Figure CN224422631U_ABST
Abstract
Description
Technical Field
[0001] This utility model relates to the field of asphalt mixing technology, specifically to an asphalt mixing device. Background Technology
[0002] In modern road construction and other engineering fields, asphalt mixing is undoubtedly a crucial step, and its quality directly affects the quality of road paving and its service life.
[0003] For example, Chinese patent application number 202322637245.2 discloses a road asphalt mixing device, including a frame, an adjusting component, and a moving component. A mixing device is fixedly installed on the top of the frame, and a conveying cylinder is provided on the top of the frame. The adjusting component is set on the mixing device, and the moving component is set on the frame.
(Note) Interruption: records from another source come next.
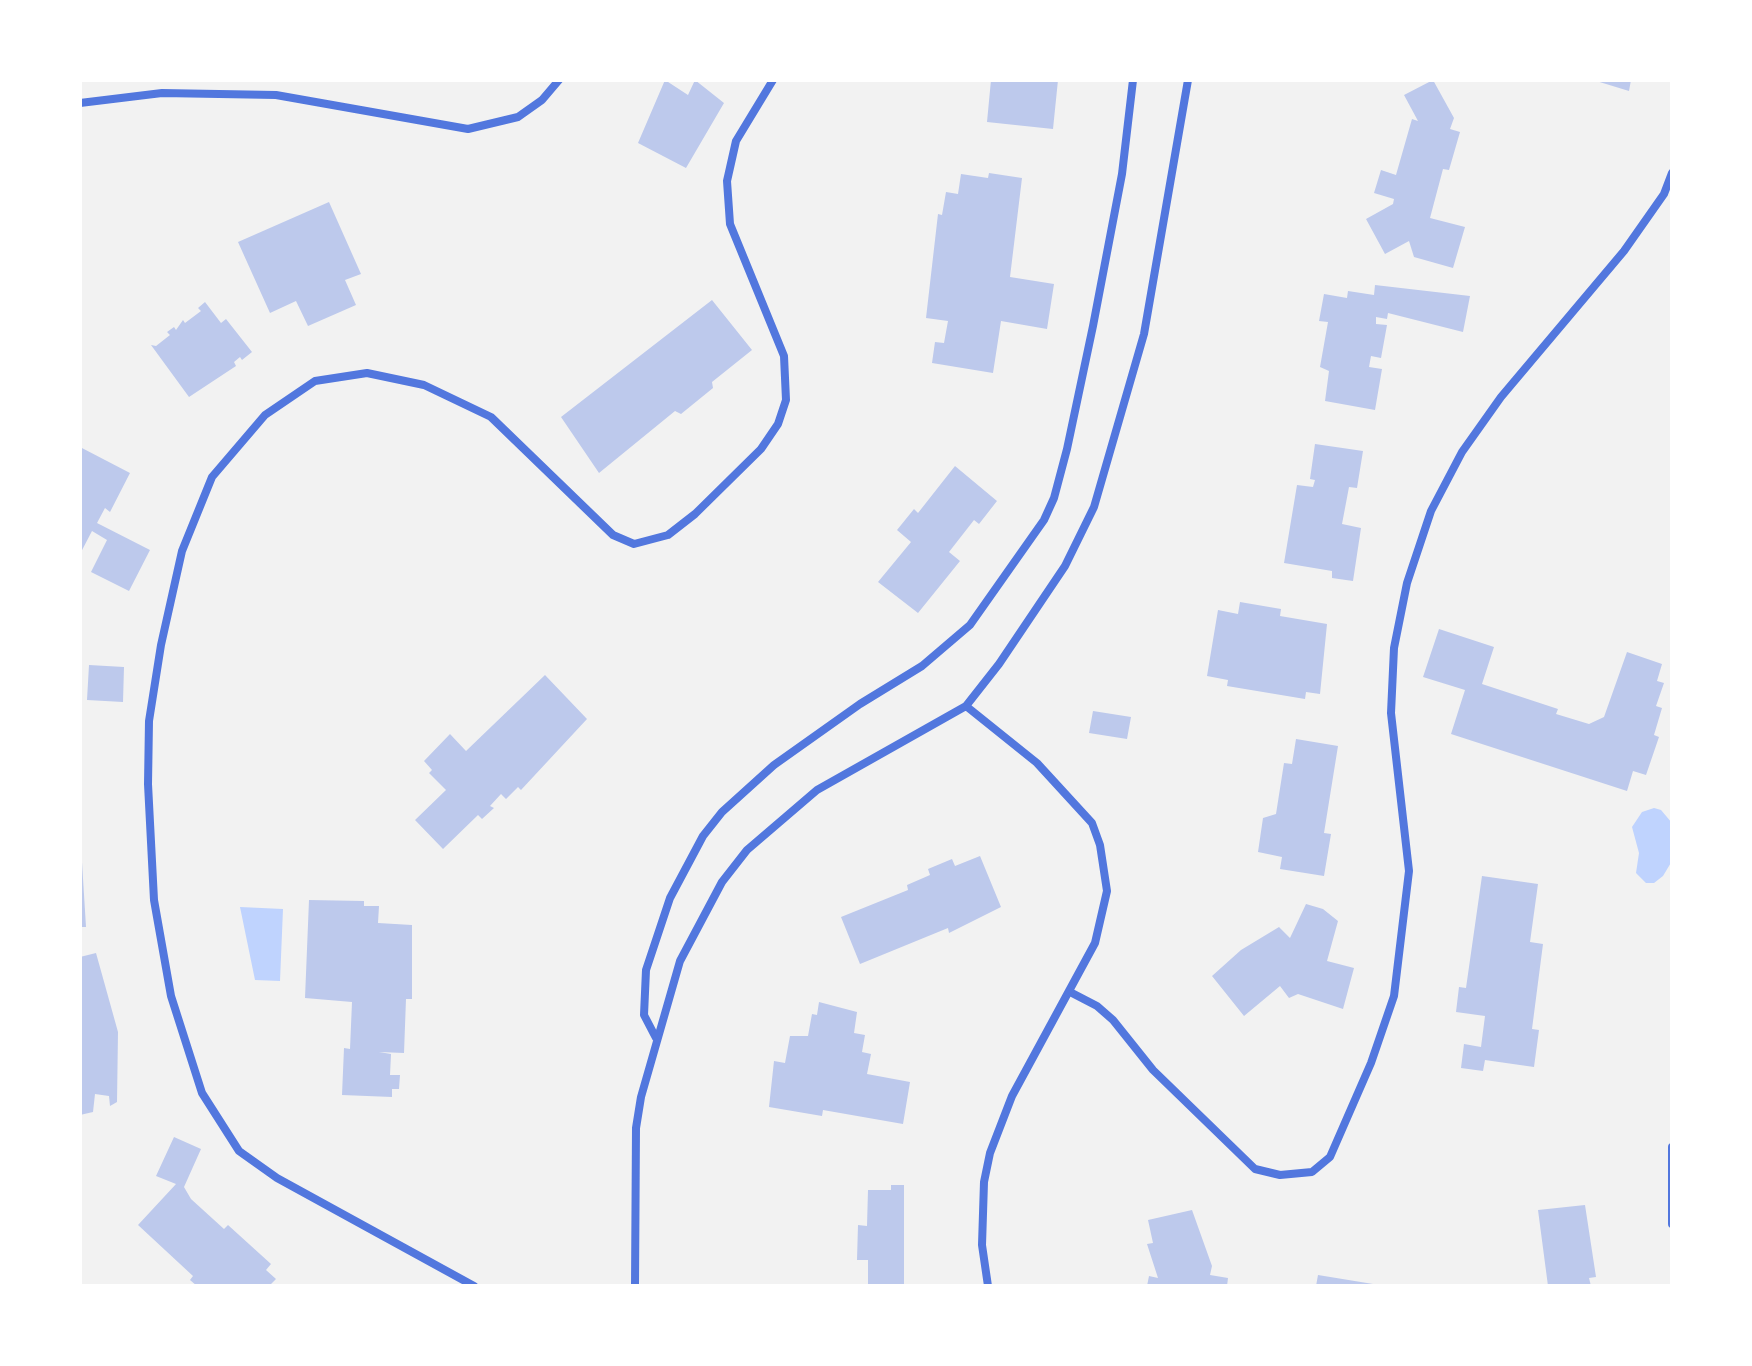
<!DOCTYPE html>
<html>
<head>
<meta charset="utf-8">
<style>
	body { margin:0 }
	#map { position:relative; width:1752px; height:1366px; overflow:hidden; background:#f2f2f2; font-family:Rubik,sans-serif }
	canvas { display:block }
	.frame { position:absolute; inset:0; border:82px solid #fff; pointer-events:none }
</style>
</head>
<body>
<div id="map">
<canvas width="1752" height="1366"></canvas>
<div class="frame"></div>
</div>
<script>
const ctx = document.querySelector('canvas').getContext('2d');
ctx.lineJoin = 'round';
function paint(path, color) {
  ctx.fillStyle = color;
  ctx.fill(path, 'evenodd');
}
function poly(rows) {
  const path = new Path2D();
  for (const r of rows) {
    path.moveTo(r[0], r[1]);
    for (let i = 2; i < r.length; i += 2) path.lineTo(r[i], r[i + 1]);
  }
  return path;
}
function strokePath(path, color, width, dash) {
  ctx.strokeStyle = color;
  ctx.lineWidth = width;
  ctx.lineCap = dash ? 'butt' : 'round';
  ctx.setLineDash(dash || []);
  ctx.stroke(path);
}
paint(poly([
	[1654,808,1661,810,1672,823,1672,861,1663,876,1654,883,1646,883,1636,873,1639,853,1632,827,1642,812],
	[240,907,283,909,280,981,255,980]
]), '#bfd3fe');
paint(poly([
	[665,80,688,95,695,80,724,103,686,168,638,143],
	[991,80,1058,80,1053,129,987,122],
	[1433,80,1454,118,1450,129,1460,132,1449,170,1443,169,1430,218,1465,227,1453,268,1414,257,1409,241,1385,254,1366,219,1393,204,1394,199,1374,193,1381,170,1396,175,1412,119,1418,121,1404,95],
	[1593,80,1631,80,1629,91],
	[989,173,1022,178,1010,277,1054,284,1047,329,1001,321,993,373,932,363,935,342,944,343,948,321,926,318,938,214,942,215,946,192,958,194,961,174,988,178],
	[329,202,361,274,345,280,356,305,308,326,296,301,270,313,238,242],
	[1375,285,1470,296,1463,332,1388,313,1387,319,1376,317,1376,324,1387,325,1381,358,1371,356,1369,367,1382,369,1375,410,1325,401,1329,371,1320,367,1328,322,1319,321,1324,294,1347,298,1348,291,1374,295],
	[712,300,752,350,712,382,713,388,681,414,675,411,599,473,561,417],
	[205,302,221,323,226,319,252,352,242,360,240,357,234,362,236,366,189,397,151,345,156,346,170,335,167,332,174,327,176,330,183,320,185,323,201,311,198,308],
	[1315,444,1363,451,1357,488,1349,487,1342,524,1361,528,1353,581,1332,578,1332,571,1284,563,1297,485,1313,487,1315,480,1310,479],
	[80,447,130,473,110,512,105,508,97,523,150,550,129,591,91,572,107,540,92,531,80,554],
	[955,466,997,501,979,524,974,520,949,552,960,561,918,613,878,582,911,542,897,530,914,509,918,513],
	[1240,602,1281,609,1280,616,1327,624,1320,694,1306,692,1305,699,1227,686,1228,680,1207,676,1218,610,1238,614],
	[1439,629,1494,647,1482,684,1558,709,1556,714,1589,724,1604,717,1627,652,1662,664,1657,681,1664,683,1656,706,1662,708,1654,735,1659,737,1646,775,1633,771,1627,791,1451,734,1465,690,1423,677],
	[89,665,124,667,123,702,87,700],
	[545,675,587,719,521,790,518,787,506,799,501,794,490,806,494,808,482,819,478,815,443,849,415,820,446,790,429,773,432,770,424,761,450,734,466,751],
	[1093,711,1131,717,1127,739,1089,733],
	[1296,739,1338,746,1324,833,1331,834,1324,876,1280,869,1282,857,1258,852,1263,818,1276,814,1284,763,1292,764],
	[80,830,86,927,80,927],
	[980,856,1001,907,949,933,948,928,860,964,841,917,908,890,907,885,930,875,928,869,952,859,955,866],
	[1482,876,1538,884,1530,942,1543,944,1532,1029,1539,1030,1534,1067,1485,1060,1483,1071,1461,1068,1464,1044,1481,1047,1485,1016,1456,1012,1459,987,1466,988],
	[309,900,364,901,364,906,379,906,378,923,412,925,412,999,406,999,404,1053,379,1052,391,1054,390,1075,400,1075,399,1089,392,1089,392,1097,342,1095,344,1048,350,1049,352,1002,305,998],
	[1306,904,1323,909,1338,921,1327,961,1354,968,1343,1009,1298,994,1289,998,1280,986,1244,1016,1212,976,1241,950,1279,927,1290,938],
	[96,953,118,1032,117,1102,110,1106,109,1096,95,1094,93,1112,80,1115,80,957],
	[819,1002,857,1012,854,1033,865,1035,862,1052,871,1054,867,1074,910,1082,903,1124,823,1110,822,1116,769,1107,774,1061,785,1063,790,1036,808,1036,812,1014,817,1015],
	[174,1137,201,1149,184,1187,191,1199,224,1229,228,1225,271,1264,266,1270,276,1279,269,1286,197,1286,190,1280,193,1276,138,1225,176,1184,156,1176],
	[891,1185,904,1185,904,1286,868,1286,868,1260,857,1260,858,1225,867,1226,868,1190,891,1190],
	[1585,1205,1596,1277,1589,1278,1591,1286,1548,1286,1538,1210],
	[1192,1210,1212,1266,1210,1275,1228,1278,1227,1286,1147,1286,1149,1276,1158,1278,1147,1244,1153,1243,1148,1220],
	[1318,1275,1373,1284,1373,1286,1316,1286]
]), '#bdc9ec');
strokePath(poly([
	[80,103,162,93,276,95,468,129,518,117,542,100,559,80],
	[966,706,999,664,1065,566,1094,507,1144,334,1188,80],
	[1070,992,1097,1006,1113,1020,1153,1070,1255,1169,1280,1175,1312,1172,1330,1157,1371,1063,1394,996,1409,871,1391,713,1394,648,1407,583,1431,511,1462,452,1501,397,1624,251,1664,194,1672,173],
	[656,1038,644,1015,646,970,670,898,703,836,722,812,774,765,860,704,922,666,970,625,1044,520,1054,498,1067,449,1093,326,1122,174,1133,80],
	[1672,1147,1672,1224],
	[474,1286,277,1178,239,1151,202,1093,171,996,154,900,148,784,149,721,161,645,182,551,212,477,265,415,315,381,367,373,424,385,491,417,613,535,634,544,668,535,695,514,761,449,778,424,786,400,784,356,730,224,727,181,736,141,773,80],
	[635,1286,636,1128,641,1097,680,961,722,882,747,850,817,790,966,706,1037,763,1092,823,1100,845,1107,891,1095,943,1012,1096,990,1153,984,1182,982,1245,988,1286]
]), '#5277de', 8);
</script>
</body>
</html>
The moving component includes a first support leg, a gear, a movable plate, and a toothed plate. A gear is fixedly installed on the outer wall of the first support leg, and a toothed plate is fixedly installed on one side of the movable plate. The toothed plate is meshed with the gear.
[0004] Most existing asphalt mixing devices can only drive the mixing components to rotate and mix the asphalt, resulting in a single mixing method that is not conducive to comprehensive and efficient mixing of asphalt. Therefore, to address the above-mentioned technical problems, an asphalt mixing device is proposed. Utility Model Content
[0005] To address the shortcomings of existing technologies, this invention proposes an asphalt mixing device in which the spiral mixing blades can rotate and slide back and forth simultaneously. This combination of two mixing methods facilitates comprehensive and efficient mixing of asphalt.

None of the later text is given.